The problem:
Set down all of the entries precisely as they were written.

Saved entries:
========================================================================

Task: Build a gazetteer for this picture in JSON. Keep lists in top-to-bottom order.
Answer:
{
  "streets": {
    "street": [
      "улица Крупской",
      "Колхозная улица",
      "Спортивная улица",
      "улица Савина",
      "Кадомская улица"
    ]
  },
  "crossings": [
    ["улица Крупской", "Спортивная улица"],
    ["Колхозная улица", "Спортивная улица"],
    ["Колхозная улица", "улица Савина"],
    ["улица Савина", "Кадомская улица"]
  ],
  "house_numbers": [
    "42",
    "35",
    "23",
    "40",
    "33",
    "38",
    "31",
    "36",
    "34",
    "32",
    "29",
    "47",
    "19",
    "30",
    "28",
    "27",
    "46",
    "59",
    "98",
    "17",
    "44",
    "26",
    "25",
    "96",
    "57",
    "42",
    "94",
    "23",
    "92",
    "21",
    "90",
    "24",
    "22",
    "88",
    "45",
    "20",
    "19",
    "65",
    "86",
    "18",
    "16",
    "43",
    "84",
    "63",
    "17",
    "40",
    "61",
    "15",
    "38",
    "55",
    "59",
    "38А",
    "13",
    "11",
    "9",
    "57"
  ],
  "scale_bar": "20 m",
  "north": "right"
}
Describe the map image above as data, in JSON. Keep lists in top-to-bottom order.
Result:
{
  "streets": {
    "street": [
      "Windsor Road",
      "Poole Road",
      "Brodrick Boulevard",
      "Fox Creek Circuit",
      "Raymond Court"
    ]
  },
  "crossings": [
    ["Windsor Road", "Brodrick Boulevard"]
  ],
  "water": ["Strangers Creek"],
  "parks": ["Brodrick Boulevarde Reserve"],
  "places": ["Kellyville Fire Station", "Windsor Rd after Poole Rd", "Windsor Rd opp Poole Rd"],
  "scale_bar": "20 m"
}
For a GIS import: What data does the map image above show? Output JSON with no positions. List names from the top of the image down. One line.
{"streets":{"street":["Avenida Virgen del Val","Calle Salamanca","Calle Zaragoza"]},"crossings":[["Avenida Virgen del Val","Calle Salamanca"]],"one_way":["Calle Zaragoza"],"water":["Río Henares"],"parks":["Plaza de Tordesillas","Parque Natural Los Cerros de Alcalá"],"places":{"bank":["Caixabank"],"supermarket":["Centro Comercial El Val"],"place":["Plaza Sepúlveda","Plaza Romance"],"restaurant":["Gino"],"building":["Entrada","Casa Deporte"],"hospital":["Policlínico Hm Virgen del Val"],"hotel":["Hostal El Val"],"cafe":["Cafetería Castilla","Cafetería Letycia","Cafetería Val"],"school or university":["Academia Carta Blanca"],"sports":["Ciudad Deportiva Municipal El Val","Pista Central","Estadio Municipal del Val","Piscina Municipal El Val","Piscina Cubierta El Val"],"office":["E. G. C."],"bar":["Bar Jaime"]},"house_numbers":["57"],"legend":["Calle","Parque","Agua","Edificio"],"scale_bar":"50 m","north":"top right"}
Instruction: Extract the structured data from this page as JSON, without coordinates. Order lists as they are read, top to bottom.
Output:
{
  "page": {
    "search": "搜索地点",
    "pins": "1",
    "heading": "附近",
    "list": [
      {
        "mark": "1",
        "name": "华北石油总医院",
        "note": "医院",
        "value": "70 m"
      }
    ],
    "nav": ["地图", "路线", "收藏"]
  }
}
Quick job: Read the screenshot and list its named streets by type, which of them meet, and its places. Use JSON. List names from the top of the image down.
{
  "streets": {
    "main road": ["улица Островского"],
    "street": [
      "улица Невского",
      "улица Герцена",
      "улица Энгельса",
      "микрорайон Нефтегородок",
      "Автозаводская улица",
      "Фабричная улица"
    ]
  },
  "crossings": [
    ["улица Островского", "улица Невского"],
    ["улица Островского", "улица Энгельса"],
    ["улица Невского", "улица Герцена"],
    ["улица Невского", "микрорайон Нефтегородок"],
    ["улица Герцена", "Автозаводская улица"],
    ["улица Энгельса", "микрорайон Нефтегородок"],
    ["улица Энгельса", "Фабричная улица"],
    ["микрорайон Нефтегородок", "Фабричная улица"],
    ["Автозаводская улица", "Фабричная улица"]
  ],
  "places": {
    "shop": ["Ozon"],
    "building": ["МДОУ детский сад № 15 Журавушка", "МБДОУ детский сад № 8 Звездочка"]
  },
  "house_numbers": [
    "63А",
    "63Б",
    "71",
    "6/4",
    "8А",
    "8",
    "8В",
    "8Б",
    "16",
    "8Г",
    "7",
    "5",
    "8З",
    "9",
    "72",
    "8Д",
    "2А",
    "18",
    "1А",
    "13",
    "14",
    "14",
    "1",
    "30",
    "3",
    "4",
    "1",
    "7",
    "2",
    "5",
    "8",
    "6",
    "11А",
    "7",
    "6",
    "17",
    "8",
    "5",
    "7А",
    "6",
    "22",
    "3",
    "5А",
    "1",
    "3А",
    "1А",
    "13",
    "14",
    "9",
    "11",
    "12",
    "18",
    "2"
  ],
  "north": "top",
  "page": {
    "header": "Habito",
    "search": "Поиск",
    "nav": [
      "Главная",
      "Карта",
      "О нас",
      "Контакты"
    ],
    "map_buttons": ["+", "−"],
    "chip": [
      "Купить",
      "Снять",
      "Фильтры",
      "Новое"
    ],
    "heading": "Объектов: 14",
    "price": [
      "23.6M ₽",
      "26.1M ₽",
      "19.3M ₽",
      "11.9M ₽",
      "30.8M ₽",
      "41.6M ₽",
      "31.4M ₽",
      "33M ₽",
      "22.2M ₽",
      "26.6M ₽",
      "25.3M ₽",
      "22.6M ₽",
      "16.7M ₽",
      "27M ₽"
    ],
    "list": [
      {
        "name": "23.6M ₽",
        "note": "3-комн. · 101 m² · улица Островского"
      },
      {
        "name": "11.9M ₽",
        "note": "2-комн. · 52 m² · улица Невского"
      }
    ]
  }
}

========================================================================

Written reply:
Task: Build a gazetteer for this picture in JSON. Keep lists in top-to-bottom order.
Answer:
{
  "streets": {
    "street": [
      "улица Крупской",
      "Колхозная улица",
      "Спортивная улица",
      "улица Савина",
      "Кадомская улица"
    ]
  },
  "crossings": [
    ["улица Крупской", "Спортивная улица"],
    ["Колхозная улица", "Спортивная улица"],
    ["Колхозная улица", "улица Савина"],
    ["улица Савина", "Кадомская улица"]
  ],
  "house_numbers": [
    "42",
    "35",
    "23",
    "40",
    "33",
    "38",
    "31",
    "36",
    "34",
    "32",
    "29",
    "47",
    "19",
    "30",
    "28",
    "27",
    "46",
    "59",
    "98",
    "17",
    "44",
    "26",
    "25",
    "96",
    "57",
    "42",
    "94",
    "23",
    "92",
    "21",
    "90",
    "24",
    "22",
    "88",
    "45",
    "20",
    "19",
    "65",
    "86",
    "18",
    "16",
    "43",
    "84",
    "63",
    "17",
    "40",
    "61",
    "15",
    "38",
    "55",
    "59",
    "38А",
    "13",
    "11",
    "9",
    "57"
  ],
  "scale_bar": "20 m",
  "north": "right"
}
Describe the map image above as data, in JSON. Keep lists in top-to-bottom order.
Result:
{
  "streets": {
    "street": [
      "Windsor Road",
      "Poole Road",
      "Brodrick Boulevard",
      "Fox Creek Circuit",
      "Raymond Court"
    ]
  },
  "crossings": [
    ["Windsor Road", "Brodrick Boulevard"]
  ],
  "water": ["Strangers Creek"],
  "parks": ["Brodrick Boulevarde Reserve"],
  "places": ["Kellyville Fire Station", "Windsor Rd after Poole Rd", "Windsor Rd opp Poole Rd"],
  "scale_bar": "20 m"
}
For a GIS import: What data does the map image above show? Output JSON with no positions. List names from the top of the image down. One line.
{"streets":{"street":["Avenida Virgen del Val","Calle Salamanca","Calle Zaragoza"]},"crossings":[["Avenida Virgen del Val","Calle Salamanca"]],"one_way":["Calle Zaragoza"],"water":["Río Henares"],"parks":["Plaza de Tordesillas","Parque Natural Los Cerros de Alcalá"],"places":{"bank":["Caixabank"],"supermarket":["Centro Comercial El Val"],"place":["Plaza Sepúlveda","Plaza Romance"],"restaurant":["Gino"],"building":["Entrada","Casa Deporte"],"hospital":["Policlínico Hm Virgen del Val"],"hotel":["Hostal El Val"],"cafe":["Cafetería Castilla","Cafetería Letycia","Cafetería Val"],"school or university":["Academia Carta Blanca"],"sports":["Ciudad Deportiva Municipal El Val","Pista Central","Estadio Municipal del Val","Piscina Municipal El Val","Piscina Cubierta El Val"],"office":["E. G. C."],"bar":["Bar Jaime"]},"house_numbers":["57"],"legend":["Calle","Parque","Agua","Edificio"],"scale_bar":"50 m","north":"top right"}
Instruction: Extract the structured data from this page as JSON, without coordinates. Order lists as they are read, top to bottom.
Output:
{
  "page": {
    "search": "搜索地点",
    "pins": "1",
    "heading": "附近",
    "list": [
      {
        "mark": "1",
        "name": "华北石油总医院",
        "note": "医院",
        "value": "70 m"
      }
    ],
    "nav": ["地图", "路线", "收藏"]
  }
}
Quick job: Read the screenshot and list its named streets by type, which of them meet, and its places. Use JSON. List names from the top of the image down.
{
  "streets": {
    "main road": ["улица Островского"],
    "street": [
      "улица Невского",
      "улица Герцена",
      "улица Энгельса",
      "микрорайон Нефтегородок",
      "Автозаводская улица",
      "Фабричная улица"
    ]
  },
  "crossings": [
    ["улица Островского", "улица Невского"],
    ["улица Островского", "улица Энгельса"],
    ["улица Невского", "улица Герцена"],
    ["улица Невского", "микрорайон Нефтегородок"],
    ["улица Герцена", "Автозаводская улица"],
    ["улица Энгельса", "микрорайон Нефтегородок"],
    ["улица Энгельса", "Фабричная улица"],
    ["микрорайон Нефтегородок", "Фабричная улица"],
    ["Автозаводская улица", "Фабричная улица"]
  ],
  "places": {
    "shop": ["Ozon"],
    "building": ["МДОУ детский сад № 15 Журавушка", "МБДОУ детский сад № 8 Звездочка"]
  },
  "house_numbers": [
    "63А",
    "63Б",
    "71",
    "6/4",
    "8А",
    "8",
    "8В",
    "8Б",
    "16",
    "8Г",
    "7",
    "5",
    "8З",
    "9",
    "72",
    "8Д",
    "2А",
    "18",
    "1А",
    "13",
    "14",
    "14",
    "1",
    "30",
    "3",
    "4",
    "1",
    "7",
    "2",
    "5",
    "8",
    "6",
    "11А",
    "7",
    "6",
    "17",
    "8",
    "5",
    "7А",
    "6",
    "22",
    "3",
    "5А",
    "1",
    "3А",
    "1А",
    "13",
    "14",
    "9",
    "11",
    "12",
    "18",
    "2"
  ],
  "north": "top",
  "page": {
    "header": "Habito",
    "search": "Поиск",
    "nav": [
      "Главная",
      "Карта",
      "О нас",
      "Контакты"
    ],
    "map_buttons": ["+", "−"],
    "chip": [
      "Купить",
      "Снять",
      "Фильтры",
      "Новое"
    ],
    "heading": "Объектов: 14",
    "price": [
      "23.6M ₽",
      "26.1M ₽",
      "19.3M ₽",
      "11.9M ₽",
      "30.8M ₽",
      "41.6M ₽",
      "31.4M ₽",
      "33M ₽",
      "22.2M ₽",
      "26.6M ₽",
      "25.3M ₽",
      "22.6M ₽",
      "16.7M ₽",
      "27M ₽"
    ],
    "list": [
      {
        "name": "23.6M ₽",
        "note": "3-комн. · 101 m² · улица Островского"
      },
      {
        "name": "11.9M ₽",
        "note": "2-комн. · 52 m² · улица Невского"
      }
    ]
  }
}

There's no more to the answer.